UFC Light Heavyweight Champion Daniel Cormier joined Jim Rome in studio Tuesday on CBS Sports Radio to promote his Saturday night rematch with Jon Jones in Anaheim at UFC 214.

The former champion Jones’ year-long suspension over a United States Anti-Doping Agency violation was lifted so the two fighters can finally square off again to renew their much hated rivalry.

Although Cormier is aware of Jones’ past USADA violation, he said he is still preparing for the version of Jones he fought in January of 2015, and the man who was on the short list of many as the greatest pound-for-pound fighter ever, not the Jones who last entered the octagon in April of 2016 against Ovince Saint Preux.

“I have prepared for the best version of him, like as good as he’s ever been, the guy that beat Shogun Rua way back in the day and made Shogun tap to strikes,” Cormier said. “My thought is the guy we saw against Ovince Saint Preux, the guy that was tentative, a little bit more hesitant.”

Cormier made it clear, it wasn’t Jones’ ring rust that led to his underwhelming victory over Saint Preux but rather the fact that USADA had taken over the UFC’s drug testing program by then, believing the former champ was clean at the time.

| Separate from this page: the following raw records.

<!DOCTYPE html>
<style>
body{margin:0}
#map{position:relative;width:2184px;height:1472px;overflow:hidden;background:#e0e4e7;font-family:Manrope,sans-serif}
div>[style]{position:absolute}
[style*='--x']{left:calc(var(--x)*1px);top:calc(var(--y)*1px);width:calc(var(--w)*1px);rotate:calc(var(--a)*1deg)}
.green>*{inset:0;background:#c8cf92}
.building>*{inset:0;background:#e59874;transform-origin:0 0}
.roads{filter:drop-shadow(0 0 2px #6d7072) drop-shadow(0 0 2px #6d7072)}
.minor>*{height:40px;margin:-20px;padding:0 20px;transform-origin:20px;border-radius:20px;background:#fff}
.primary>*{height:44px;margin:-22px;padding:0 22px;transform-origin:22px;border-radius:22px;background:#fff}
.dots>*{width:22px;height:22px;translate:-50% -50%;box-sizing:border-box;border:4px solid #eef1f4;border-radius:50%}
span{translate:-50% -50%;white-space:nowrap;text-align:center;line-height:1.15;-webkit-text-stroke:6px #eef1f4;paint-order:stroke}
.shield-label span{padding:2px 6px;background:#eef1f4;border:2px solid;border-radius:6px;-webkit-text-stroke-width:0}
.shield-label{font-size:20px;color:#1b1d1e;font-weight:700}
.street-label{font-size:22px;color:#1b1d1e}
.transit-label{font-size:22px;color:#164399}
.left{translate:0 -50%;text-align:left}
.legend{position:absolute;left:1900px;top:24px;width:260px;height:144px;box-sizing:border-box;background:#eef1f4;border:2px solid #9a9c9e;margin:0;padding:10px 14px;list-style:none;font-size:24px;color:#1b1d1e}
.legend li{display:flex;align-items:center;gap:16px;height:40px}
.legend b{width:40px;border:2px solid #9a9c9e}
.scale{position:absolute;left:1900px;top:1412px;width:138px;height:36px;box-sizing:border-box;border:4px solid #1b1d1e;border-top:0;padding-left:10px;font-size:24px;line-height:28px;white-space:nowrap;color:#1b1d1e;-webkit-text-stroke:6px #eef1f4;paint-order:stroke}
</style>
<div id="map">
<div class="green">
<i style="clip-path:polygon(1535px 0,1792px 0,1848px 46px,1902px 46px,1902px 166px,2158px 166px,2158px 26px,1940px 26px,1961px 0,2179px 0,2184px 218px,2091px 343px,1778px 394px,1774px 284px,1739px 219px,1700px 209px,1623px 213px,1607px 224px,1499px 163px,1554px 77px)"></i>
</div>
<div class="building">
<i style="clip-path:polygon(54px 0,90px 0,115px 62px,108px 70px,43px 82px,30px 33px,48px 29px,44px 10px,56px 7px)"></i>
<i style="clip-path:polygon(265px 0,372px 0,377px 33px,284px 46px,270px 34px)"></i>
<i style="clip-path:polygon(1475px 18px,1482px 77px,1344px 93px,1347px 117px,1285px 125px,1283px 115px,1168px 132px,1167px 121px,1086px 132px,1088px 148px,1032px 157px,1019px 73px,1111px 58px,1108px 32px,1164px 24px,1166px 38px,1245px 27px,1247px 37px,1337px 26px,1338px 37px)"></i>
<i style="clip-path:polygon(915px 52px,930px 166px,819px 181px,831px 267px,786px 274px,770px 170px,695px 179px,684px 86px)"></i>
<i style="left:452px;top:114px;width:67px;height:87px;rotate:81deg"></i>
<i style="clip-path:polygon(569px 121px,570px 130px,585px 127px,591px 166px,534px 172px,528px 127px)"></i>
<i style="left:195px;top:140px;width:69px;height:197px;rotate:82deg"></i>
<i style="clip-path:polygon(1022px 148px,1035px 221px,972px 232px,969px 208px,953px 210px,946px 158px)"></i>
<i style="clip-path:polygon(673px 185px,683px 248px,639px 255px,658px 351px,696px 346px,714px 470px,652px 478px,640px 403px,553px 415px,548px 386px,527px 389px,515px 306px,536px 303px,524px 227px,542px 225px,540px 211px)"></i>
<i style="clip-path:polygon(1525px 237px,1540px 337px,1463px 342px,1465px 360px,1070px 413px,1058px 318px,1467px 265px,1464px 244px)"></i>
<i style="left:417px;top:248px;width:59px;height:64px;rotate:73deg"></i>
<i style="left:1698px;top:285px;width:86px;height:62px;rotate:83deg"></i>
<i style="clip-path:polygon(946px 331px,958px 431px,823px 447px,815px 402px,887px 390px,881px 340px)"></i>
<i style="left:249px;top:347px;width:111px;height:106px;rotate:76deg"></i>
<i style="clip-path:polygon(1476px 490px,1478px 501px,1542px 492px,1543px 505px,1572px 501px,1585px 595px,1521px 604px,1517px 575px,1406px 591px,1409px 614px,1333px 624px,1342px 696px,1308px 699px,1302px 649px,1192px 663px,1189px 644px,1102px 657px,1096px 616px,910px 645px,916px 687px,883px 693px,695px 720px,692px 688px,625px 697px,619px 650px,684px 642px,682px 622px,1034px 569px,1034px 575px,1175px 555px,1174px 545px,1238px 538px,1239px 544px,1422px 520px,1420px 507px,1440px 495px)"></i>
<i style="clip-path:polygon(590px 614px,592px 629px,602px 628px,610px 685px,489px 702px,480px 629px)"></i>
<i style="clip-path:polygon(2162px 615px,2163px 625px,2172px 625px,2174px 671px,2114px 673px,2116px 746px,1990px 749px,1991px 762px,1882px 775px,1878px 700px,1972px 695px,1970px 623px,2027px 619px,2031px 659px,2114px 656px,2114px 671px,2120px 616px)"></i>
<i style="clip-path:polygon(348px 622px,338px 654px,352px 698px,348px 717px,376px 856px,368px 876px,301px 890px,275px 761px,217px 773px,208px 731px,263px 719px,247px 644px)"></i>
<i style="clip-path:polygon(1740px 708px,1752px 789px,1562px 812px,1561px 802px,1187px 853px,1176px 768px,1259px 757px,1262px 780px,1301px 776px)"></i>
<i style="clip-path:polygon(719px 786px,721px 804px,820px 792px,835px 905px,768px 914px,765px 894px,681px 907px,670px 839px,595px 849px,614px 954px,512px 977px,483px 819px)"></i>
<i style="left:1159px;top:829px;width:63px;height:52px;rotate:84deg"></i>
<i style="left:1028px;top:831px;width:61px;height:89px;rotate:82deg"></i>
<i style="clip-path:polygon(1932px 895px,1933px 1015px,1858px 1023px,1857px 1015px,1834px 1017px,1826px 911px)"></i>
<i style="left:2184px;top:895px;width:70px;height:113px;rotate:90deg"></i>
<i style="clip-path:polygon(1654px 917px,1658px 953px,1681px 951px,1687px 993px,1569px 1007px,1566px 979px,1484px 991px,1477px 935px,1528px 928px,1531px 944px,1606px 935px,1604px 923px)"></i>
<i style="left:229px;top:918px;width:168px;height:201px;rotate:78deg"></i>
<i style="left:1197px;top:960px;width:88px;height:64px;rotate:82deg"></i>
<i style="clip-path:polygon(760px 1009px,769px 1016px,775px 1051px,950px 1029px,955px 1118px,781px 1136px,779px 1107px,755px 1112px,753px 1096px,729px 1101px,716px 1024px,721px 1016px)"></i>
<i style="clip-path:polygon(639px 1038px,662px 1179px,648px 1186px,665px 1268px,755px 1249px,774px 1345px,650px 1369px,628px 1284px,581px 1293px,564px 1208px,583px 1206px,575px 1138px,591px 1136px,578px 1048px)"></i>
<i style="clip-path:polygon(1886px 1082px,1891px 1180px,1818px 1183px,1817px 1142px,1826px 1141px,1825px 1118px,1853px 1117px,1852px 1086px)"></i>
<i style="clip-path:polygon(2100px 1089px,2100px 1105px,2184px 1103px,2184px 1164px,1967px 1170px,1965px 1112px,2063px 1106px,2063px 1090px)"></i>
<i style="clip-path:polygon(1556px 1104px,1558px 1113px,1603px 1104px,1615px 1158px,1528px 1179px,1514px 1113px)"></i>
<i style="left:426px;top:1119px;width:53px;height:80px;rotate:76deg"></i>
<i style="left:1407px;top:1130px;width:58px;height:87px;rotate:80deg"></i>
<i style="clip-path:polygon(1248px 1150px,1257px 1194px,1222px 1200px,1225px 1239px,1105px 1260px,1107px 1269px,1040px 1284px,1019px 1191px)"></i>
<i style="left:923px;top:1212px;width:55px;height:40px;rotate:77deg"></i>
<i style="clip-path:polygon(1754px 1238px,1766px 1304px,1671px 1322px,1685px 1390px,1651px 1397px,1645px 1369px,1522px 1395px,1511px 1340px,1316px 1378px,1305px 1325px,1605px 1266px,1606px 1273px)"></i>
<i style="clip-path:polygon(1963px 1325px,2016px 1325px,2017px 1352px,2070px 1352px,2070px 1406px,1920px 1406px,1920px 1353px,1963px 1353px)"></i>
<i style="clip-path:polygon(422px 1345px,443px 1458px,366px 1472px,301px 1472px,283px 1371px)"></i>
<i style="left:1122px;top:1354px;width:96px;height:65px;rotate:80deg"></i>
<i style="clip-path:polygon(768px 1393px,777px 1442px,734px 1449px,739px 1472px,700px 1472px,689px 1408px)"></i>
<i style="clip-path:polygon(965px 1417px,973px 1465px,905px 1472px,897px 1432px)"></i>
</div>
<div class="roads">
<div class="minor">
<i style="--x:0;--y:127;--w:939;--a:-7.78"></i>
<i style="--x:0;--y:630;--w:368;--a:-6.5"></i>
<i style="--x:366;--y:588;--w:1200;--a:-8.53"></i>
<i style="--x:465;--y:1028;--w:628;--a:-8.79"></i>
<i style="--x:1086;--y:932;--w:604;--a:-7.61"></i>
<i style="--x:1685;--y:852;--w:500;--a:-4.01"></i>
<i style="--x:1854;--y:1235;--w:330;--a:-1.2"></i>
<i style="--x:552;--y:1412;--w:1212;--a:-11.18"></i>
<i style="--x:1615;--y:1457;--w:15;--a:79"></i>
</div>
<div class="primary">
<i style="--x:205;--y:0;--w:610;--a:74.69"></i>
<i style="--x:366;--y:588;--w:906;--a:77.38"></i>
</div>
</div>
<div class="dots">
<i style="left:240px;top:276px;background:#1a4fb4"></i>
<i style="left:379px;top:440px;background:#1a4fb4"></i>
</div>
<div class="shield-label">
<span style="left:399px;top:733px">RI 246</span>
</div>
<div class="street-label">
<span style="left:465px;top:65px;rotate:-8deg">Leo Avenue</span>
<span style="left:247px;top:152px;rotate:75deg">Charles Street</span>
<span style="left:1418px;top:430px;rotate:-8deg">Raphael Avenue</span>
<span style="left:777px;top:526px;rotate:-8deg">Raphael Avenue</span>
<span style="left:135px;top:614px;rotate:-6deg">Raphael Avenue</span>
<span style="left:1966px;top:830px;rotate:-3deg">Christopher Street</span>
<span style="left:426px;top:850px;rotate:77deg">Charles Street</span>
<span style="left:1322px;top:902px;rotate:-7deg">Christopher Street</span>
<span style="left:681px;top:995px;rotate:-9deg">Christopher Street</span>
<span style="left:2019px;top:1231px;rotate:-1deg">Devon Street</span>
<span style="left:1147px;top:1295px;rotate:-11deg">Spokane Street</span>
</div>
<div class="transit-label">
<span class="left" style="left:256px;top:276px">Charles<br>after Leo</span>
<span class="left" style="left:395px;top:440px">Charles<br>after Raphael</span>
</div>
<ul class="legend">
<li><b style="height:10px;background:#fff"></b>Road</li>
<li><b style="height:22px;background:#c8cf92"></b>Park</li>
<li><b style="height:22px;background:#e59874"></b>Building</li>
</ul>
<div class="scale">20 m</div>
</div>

“That’s not rust. I looked at the fight, and I said yesterday, that’s as good as he can give,” Cormier said. “This is a new world, before we were all fighting without the United States Anti-Doping Association. We were fighting under some different rules.”

“Now we’re fighting clean. We have to fight clean, all of us, and I believe in the Ovince Saint Preux fight. I told him [Jones] yesterday, you should be proud of your performance, because you got the most out of yourself that you could ever get. That was the best he could ever fight was how he fought Ovince Saint Preux. So don’t rag on his performance, he did fine, he fought to the best of his ability.”

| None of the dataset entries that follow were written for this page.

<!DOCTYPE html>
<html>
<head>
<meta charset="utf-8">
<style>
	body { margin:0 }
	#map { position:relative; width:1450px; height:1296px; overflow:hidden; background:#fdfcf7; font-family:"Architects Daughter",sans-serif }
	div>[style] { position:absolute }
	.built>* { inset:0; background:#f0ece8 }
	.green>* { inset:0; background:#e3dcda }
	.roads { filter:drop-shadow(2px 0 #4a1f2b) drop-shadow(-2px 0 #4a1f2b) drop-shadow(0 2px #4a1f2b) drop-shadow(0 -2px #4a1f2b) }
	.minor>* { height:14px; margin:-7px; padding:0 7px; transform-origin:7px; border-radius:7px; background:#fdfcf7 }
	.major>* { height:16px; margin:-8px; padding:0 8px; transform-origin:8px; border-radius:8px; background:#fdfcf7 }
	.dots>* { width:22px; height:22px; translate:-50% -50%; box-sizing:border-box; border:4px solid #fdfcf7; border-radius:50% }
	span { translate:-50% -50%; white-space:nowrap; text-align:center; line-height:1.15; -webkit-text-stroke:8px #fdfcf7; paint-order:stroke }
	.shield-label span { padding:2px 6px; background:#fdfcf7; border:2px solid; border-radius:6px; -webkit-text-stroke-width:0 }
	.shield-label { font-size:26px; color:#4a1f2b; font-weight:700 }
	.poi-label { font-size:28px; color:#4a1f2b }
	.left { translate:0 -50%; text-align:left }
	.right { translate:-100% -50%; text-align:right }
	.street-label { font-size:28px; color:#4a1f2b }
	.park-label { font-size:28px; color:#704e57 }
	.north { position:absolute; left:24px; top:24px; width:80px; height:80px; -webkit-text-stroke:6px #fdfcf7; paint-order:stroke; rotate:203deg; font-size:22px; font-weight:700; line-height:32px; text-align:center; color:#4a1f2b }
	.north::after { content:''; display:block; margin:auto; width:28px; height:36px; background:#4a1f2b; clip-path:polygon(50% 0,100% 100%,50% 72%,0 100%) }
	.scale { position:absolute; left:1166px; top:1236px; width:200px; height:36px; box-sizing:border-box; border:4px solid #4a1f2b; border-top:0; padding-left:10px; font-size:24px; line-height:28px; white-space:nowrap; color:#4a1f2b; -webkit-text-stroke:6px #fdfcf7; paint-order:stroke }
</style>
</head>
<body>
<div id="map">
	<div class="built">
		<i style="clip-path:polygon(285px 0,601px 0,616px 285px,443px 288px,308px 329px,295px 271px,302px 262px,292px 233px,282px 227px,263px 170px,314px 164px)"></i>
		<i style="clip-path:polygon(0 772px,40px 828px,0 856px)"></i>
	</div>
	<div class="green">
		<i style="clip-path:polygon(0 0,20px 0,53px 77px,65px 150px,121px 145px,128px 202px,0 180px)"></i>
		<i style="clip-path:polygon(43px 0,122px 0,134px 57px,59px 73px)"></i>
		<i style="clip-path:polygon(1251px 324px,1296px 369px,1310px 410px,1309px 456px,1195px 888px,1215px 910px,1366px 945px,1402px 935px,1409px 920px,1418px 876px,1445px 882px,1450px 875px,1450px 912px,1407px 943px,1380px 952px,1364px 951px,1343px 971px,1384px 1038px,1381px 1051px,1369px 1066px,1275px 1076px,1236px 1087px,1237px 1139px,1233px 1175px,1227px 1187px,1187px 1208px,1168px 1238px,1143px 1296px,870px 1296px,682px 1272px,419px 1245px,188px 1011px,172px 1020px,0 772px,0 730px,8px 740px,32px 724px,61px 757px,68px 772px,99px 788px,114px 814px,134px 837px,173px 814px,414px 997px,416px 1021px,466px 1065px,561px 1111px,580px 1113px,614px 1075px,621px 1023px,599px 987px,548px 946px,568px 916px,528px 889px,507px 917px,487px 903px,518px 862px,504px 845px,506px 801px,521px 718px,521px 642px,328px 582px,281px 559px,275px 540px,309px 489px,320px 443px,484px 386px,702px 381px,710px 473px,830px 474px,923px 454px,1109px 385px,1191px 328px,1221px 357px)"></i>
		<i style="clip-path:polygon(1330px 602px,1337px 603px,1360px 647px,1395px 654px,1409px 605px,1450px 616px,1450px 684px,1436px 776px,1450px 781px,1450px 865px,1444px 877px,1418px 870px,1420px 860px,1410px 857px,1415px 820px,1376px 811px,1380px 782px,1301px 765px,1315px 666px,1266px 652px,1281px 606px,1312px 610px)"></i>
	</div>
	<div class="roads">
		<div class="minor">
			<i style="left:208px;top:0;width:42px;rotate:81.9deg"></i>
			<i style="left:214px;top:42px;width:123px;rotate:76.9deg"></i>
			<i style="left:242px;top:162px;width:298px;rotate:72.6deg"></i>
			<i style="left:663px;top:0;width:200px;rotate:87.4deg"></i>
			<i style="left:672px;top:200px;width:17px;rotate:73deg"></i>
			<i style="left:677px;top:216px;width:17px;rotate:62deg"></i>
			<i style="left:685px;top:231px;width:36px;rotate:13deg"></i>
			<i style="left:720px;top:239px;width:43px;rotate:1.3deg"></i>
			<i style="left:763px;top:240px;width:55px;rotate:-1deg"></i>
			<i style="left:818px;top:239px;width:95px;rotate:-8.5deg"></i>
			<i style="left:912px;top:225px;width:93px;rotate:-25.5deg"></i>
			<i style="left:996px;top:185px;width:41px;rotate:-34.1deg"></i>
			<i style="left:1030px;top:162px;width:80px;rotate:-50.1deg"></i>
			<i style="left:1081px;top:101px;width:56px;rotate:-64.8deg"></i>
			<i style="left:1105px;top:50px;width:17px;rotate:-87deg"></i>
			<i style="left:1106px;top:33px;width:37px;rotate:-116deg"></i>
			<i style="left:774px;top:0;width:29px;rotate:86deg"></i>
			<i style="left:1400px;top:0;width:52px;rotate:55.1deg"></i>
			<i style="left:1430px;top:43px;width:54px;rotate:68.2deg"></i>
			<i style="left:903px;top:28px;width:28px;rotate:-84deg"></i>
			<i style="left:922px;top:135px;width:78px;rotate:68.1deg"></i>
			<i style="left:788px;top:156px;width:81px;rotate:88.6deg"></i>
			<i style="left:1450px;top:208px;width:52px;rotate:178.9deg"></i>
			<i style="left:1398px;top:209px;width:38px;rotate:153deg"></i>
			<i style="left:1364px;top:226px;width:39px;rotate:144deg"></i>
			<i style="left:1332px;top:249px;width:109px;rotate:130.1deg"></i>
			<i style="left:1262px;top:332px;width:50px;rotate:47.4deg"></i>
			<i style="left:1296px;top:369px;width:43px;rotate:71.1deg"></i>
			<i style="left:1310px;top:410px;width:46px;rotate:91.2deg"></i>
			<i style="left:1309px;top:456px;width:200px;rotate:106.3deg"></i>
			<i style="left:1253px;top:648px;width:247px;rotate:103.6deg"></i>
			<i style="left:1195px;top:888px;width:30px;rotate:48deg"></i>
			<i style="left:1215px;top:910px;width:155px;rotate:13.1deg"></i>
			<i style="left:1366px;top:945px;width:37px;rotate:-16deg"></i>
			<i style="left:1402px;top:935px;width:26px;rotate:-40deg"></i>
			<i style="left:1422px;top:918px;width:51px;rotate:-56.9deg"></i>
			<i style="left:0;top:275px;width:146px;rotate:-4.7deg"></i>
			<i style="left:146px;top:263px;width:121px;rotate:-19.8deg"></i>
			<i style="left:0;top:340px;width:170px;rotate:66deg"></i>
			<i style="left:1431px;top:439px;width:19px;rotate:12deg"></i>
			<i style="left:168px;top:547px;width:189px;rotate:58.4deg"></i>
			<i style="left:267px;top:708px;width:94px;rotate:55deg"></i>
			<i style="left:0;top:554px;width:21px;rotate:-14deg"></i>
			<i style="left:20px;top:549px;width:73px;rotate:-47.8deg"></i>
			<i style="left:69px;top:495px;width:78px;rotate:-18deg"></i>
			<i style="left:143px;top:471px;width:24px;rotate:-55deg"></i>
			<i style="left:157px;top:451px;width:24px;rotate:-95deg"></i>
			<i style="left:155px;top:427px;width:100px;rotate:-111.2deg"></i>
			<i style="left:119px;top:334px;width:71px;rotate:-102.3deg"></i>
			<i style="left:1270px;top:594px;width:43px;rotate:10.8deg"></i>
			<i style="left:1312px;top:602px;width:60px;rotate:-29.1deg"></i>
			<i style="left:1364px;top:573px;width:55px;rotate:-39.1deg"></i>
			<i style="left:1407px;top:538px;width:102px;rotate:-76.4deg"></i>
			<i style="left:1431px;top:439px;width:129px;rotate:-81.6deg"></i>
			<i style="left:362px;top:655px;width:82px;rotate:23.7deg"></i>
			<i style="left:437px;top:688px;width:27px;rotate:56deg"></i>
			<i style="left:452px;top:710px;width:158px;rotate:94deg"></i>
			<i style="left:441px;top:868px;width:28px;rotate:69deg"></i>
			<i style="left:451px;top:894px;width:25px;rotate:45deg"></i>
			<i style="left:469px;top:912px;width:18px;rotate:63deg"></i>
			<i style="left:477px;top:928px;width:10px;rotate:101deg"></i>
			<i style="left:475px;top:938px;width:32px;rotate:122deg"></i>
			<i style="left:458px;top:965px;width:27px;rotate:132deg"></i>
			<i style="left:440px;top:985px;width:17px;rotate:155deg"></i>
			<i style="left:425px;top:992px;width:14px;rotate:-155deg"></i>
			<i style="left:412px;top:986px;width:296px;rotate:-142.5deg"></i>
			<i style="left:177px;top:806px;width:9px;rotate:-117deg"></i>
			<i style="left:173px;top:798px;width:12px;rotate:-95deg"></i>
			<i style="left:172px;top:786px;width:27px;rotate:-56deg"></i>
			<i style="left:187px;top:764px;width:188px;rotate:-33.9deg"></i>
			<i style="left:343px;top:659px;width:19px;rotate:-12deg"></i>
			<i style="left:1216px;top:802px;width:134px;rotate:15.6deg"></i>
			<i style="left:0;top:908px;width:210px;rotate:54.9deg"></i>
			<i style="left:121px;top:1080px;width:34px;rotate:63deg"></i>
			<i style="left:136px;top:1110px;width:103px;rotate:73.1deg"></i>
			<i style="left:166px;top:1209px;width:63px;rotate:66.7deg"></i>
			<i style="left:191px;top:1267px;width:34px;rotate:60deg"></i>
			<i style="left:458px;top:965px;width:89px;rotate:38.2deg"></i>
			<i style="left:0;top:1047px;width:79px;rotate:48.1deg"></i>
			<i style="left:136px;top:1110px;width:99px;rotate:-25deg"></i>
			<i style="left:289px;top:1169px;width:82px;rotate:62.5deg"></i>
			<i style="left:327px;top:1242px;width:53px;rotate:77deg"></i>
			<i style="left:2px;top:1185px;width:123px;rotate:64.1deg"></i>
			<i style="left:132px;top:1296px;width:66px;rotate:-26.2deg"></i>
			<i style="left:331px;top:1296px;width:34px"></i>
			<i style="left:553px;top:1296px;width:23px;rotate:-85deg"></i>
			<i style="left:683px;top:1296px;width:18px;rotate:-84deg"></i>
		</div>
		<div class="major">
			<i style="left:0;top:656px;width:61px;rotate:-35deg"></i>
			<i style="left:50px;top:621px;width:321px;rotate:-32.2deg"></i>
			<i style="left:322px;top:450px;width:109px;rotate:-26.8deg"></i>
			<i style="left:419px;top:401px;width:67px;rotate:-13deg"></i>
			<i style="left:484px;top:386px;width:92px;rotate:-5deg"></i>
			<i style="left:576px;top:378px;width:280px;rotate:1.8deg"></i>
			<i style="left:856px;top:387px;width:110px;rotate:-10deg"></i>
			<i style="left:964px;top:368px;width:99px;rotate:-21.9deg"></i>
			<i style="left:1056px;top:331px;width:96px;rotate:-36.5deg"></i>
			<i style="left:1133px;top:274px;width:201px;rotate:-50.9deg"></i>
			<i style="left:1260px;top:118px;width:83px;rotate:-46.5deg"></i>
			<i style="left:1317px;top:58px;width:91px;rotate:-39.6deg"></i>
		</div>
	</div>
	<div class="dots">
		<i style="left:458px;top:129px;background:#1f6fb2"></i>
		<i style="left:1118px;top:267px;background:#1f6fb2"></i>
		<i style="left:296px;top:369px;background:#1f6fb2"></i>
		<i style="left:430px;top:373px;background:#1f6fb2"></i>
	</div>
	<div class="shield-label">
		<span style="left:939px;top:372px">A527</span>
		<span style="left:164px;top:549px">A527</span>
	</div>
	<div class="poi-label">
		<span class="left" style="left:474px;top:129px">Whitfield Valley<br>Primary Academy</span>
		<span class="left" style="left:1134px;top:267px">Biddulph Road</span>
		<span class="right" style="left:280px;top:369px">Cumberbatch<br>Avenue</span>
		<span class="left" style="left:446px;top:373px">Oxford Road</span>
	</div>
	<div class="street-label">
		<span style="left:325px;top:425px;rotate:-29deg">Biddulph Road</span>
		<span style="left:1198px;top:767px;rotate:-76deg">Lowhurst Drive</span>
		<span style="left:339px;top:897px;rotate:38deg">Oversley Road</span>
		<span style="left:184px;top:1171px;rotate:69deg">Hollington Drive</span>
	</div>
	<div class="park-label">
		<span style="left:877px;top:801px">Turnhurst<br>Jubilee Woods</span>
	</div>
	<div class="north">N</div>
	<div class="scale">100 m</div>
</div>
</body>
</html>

The 38-year-old believes Jones is a very skilled fighter but thinks if he fights without an “edge” it will break him mentally as the fight goes deeper and deeper.

“The confidence is like, oh man, can I really do this? In the third round, am I going to feel like I’d did against Andre Gusmao?” Cormier said. “Or am I going to feel like I did when I was Superman against Shogun, or the fourth round against me when I’m tiring, and he’s getting his second wind.”

“There’s a lot of fighters that will openly admit to doing things in the past, and they say when they had to do it the right way, they never felt the same in their minds, more than physical. Physically, I’m sure he can do anything. He is a good athlete. Physically, I’m sure he can do anything, but let’s see what happens to that mind when I’m pushing him.”

Cormier believes a UFC fighter in today’s era would have to have deep pockets to continue to use performance enhancing drugs to attempt to stay a step ahead of the current drug testing program.

“I feel like the money you need to run from USADA has to be bigger,” Cormier said. “You know, remember the whole Lance Armstrong thing? It took them years, but eventually they caught Lance Armstrong, and they were doing some stuff that was at a different level, and I’m not sure MMA guys have the resources to cheat at that level.”